[Stored data entries]
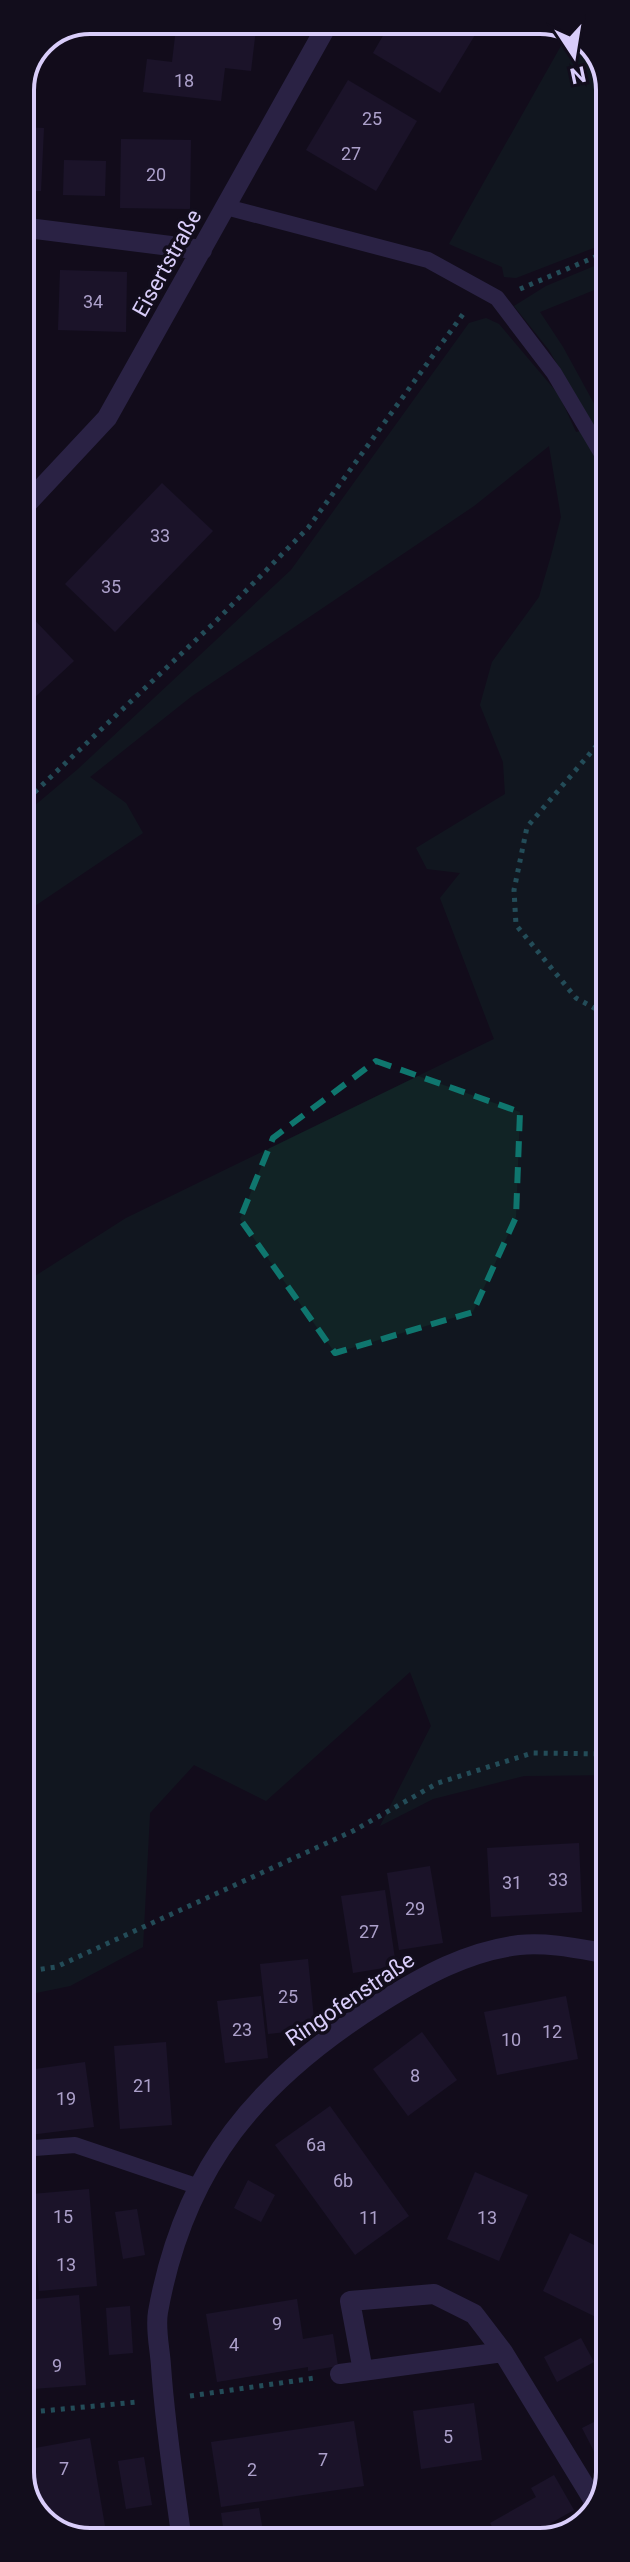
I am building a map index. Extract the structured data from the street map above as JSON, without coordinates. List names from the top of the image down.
{
  "streets": {
    "street": ["Eisertstraße", "Ringofenstraße"]
  },
  "house_numbers": [
    "18",
    "25",
    "27",
    "20",
    "34",
    "33",
    "35",
    "33",
    "31",
    "29",
    "27",
    "25",
    "23",
    "12",
    "10",
    "8",
    "21",
    "19",
    "6a",
    "6b",
    "15",
    "11",
    "13",
    "13",
    "9",
    "4",
    "9",
    "5",
    "7",
    "7",
    "2"
  ],
  "north": "bottom"
}
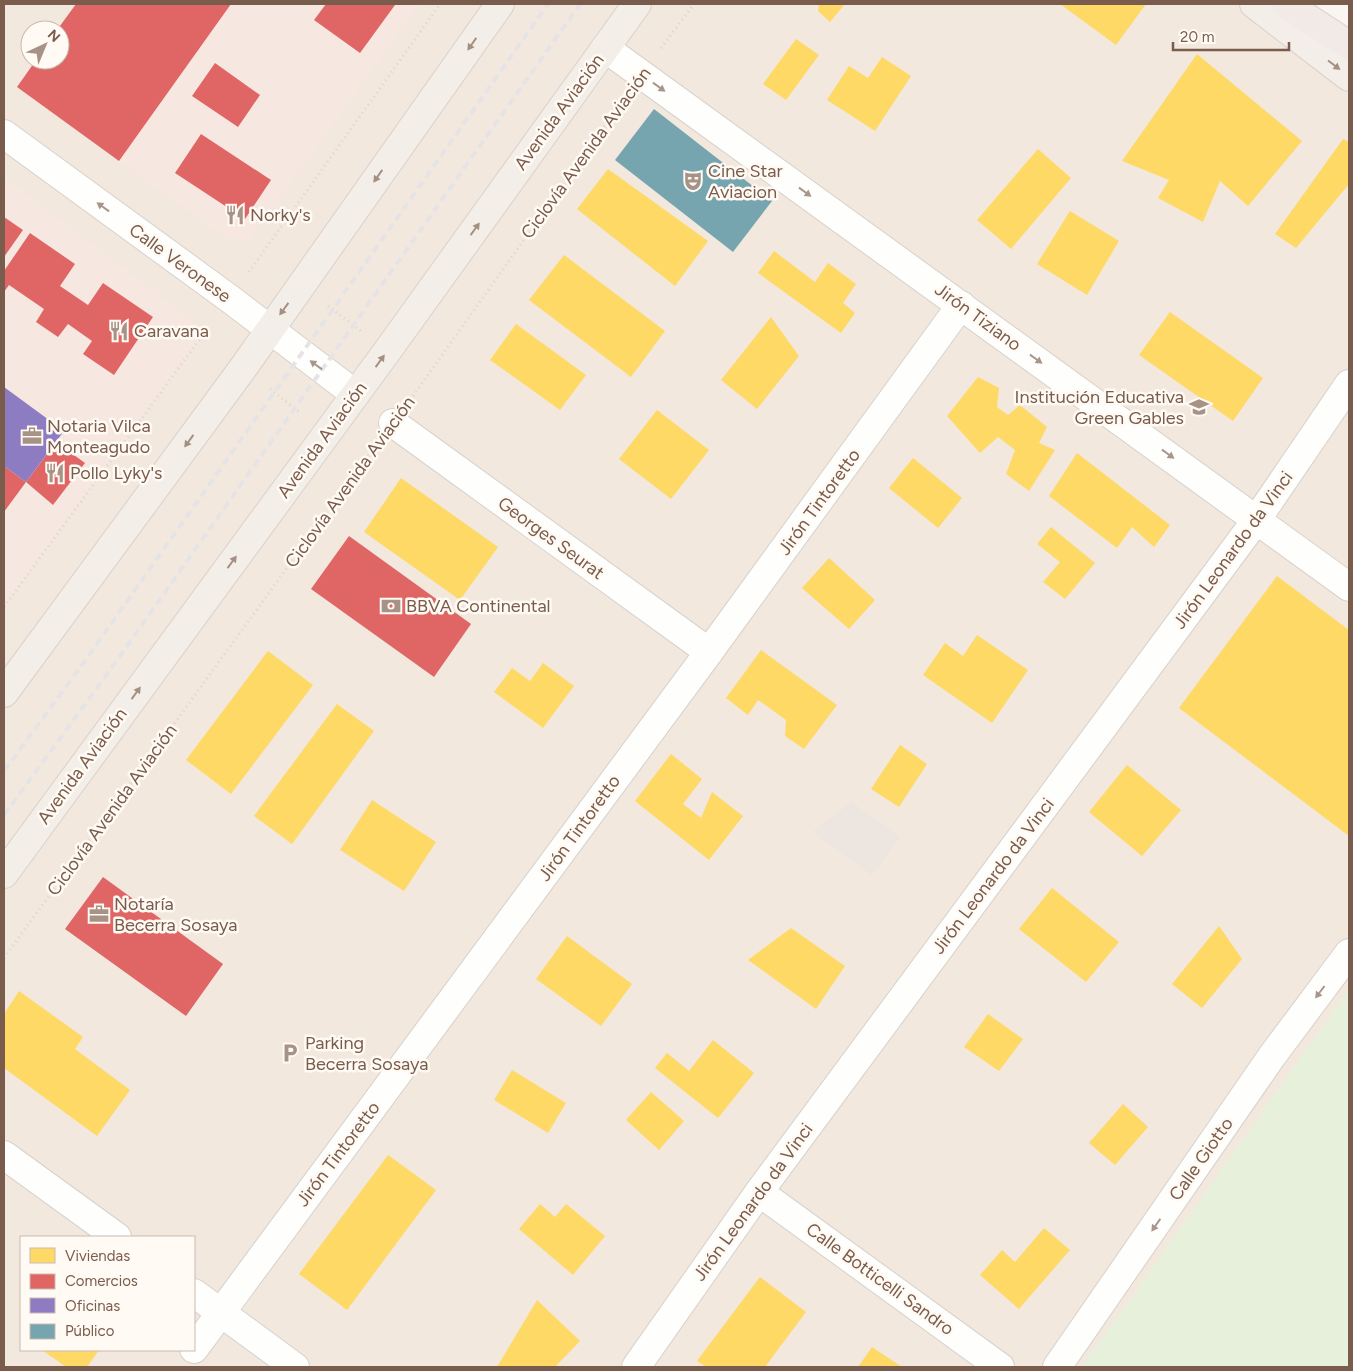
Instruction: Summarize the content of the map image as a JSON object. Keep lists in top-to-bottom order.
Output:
{
  "streets": {
    "main road": ["Avenida Aviación"],
    "street": [
      "Calle Veronese",
      "Jirón Tiziano",
      "Jirón Tintoretto",
      "Georges Seurat",
      "Jirón Leonardo da Vinci",
      "Calle Giotto",
      "Calle Botticelli Sandro"
    ],
    "path": ["Ciclovía Avenida Aviación"]
  },
  "crossings": [
    ["Avenida Aviación", "Calle Veronese"],
    ["Avenida Aviación", "Jirón Tiziano"],
    ["Ciclovía Avenida Aviación", "Jirón Tiziano"],
    ["Ciclovía Avenida Aviación", "Georges Seurat"],
    ["Jirón Tiziano", "Jirón Tintoretto"],
    ["Jirón Tiziano", "Jirón Leonardo da Vinci"],
    ["Jirón Tintoretto", "Georges Seurat"],
    ["Jirón Leonardo da Vinci", "Calle Botticelli Sandro"]
  ],
  "one_way": ["Calle Veronese", "Jirón Tiziano", "Calle Giotto"],
  "places": {
    "theatre": ["Cine Star Aviacion"],
    "restaurant": ["Norky's", "Caravana", "Pollo Lyky's"],
    "school or university": ["Institución Educativa Green Gables"],
    "office": ["Notaria Vilca Monteagudo", "Notaría Becerra Sosaya"],
    "bank": ["BBVA Continental"],
    "parking": ["Parking Becerra Sosaya"]
  },
  "legend": [
    "Viviendas",
    "Comercios",
    "Oficinas",
    "Público"
  ],
  "scale_bar": "20 m",
  "north": "top right"
}
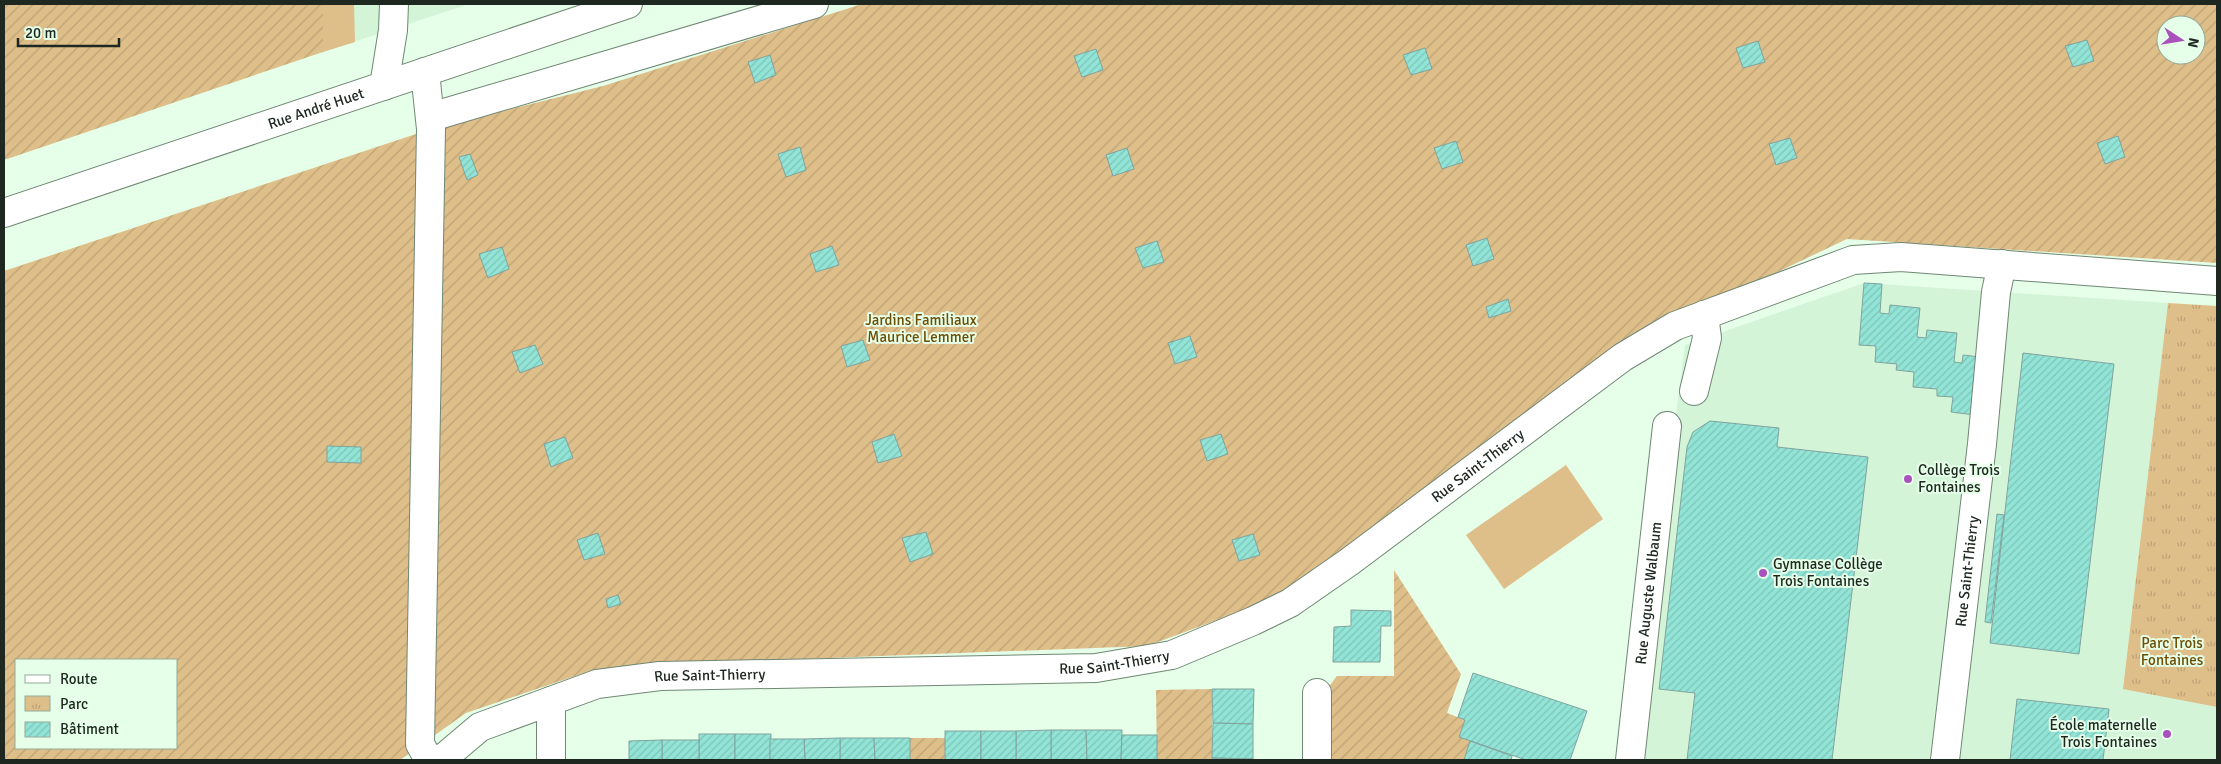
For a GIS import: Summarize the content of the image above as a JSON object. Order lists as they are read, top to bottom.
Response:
{
  "streets": {
    "street": ["Rue André Huet", "Rue Saint-Thierry", "Rue Auguste Walbaum"]
  },
  "parks": ["Jardins Familiaux Maurice Lemmer", "Parc Trois Fontaines"],
  "places": ["Collège Trois Fontaines", "Gymnase Collège Trois Fontaines", "École maternelle Trois Fontaines"],
  "legend": ["Route", "Parc", "Bâtiment"],
  "scale_bar": "20 m",
  "north": "right"
}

» AIM OF THE EXERCISE: The answer must restate each entry word for word and contain no images.

» EXERCISE ANSWER:
I am building a map index. Extract the structured data from the street map above as JSON, without coordinates. List names from the top of the image down.
{
  "streets": {
    "street": ["Eisertstraße", "Ringofenstraße"]
  },
  "house_numbers": [
    "18",
    "25",
    "27",
    "20",
    "34",
    "33",
    "35",
    "33",
    "31",
    "29",
    "27",
    "25",
    "23",
    "12",
    "10",
    "8",
    "21",
    "19",
    "6a",
    "6b",
    "15",
    "11",
    "13",
    "13",
    "9",
    "4",
    "9",
    "5",
    "7",
    "7",
    "2"
  ],
  "north": "bottom"
}
Instruction: Summarize the content of the map image as a JSON object. Keep lists in top-to-bottom order.
Output:
{
  "streets": {
    "main road": ["Avenida Aviación"],
    "street": [
      "Calle Veronese",
      "Jirón Tiziano",
      "Jirón Tintoretto",
      "Georges Seurat",
      "Jirón Leonardo da Vinci",
      "Calle Giotto",
      "Calle Botticelli Sandro"
    ],
    "path": ["Ciclovía Avenida Aviación"]
  },
  "crossings": [
    ["Avenida Aviación", "Calle Veronese"],
    ["Avenida Aviación", "Jirón Tiziano"],
    ["Ciclovía Avenida Aviación", "Jirón Tiziano"],
    ["Ciclovía Avenida Aviación", "Georges Seurat"],
    ["Jirón Tiziano", "Jirón Tintoretto"],
    ["Jirón Tiziano", "Jirón Leonardo da Vinci"],
    ["Jirón Tintoretto", "Georges Seurat"],
    ["Jirón Leonardo da Vinci", "Calle Botticelli Sandro"]
  ],
  "one_way": ["Calle Veronese", "Jirón Tiziano", "Calle Giotto"],
  "places": {
    "theatre": ["Cine Star Aviacion"],
    "restaurant": ["Norky's", "Caravana", "Pollo Lyky's"],
    "school or university": ["Institución Educativa Green Gables"],
    "office": ["Notaria Vilca Monteagudo", "Notaría Becerra Sosaya"],
    "bank": ["BBVA Continental"],
    "parking": ["Parking Becerra Sosaya"]
  },
  "legend": [
    "Viviendas",
    "Comercios",
    "Oficinas",
    "Público"
  ],
  "scale_bar": "20 m",
  "north": "top right"
}
For a GIS import: Summarize the content of the image above as a JSON object. Order lists as they are read, top to bottom.
Response:
{
  "streets": {
    "street": ["Rue André Huet", "Rue Saint-Thierry", "Rue Auguste Walbaum"]
  },
  "parks": ["Jardins Familiaux Maurice Lemmer", "Parc Trois Fontaines"],
  "places": ["Collège Trois Fontaines", "Gymnase Collège Trois Fontaines", "École maternelle Trois Fontaines"],
  "legend": ["Route", "Parc", "Bâtiment"],
  "scale_bar": "20 m",
  "north": "right"
}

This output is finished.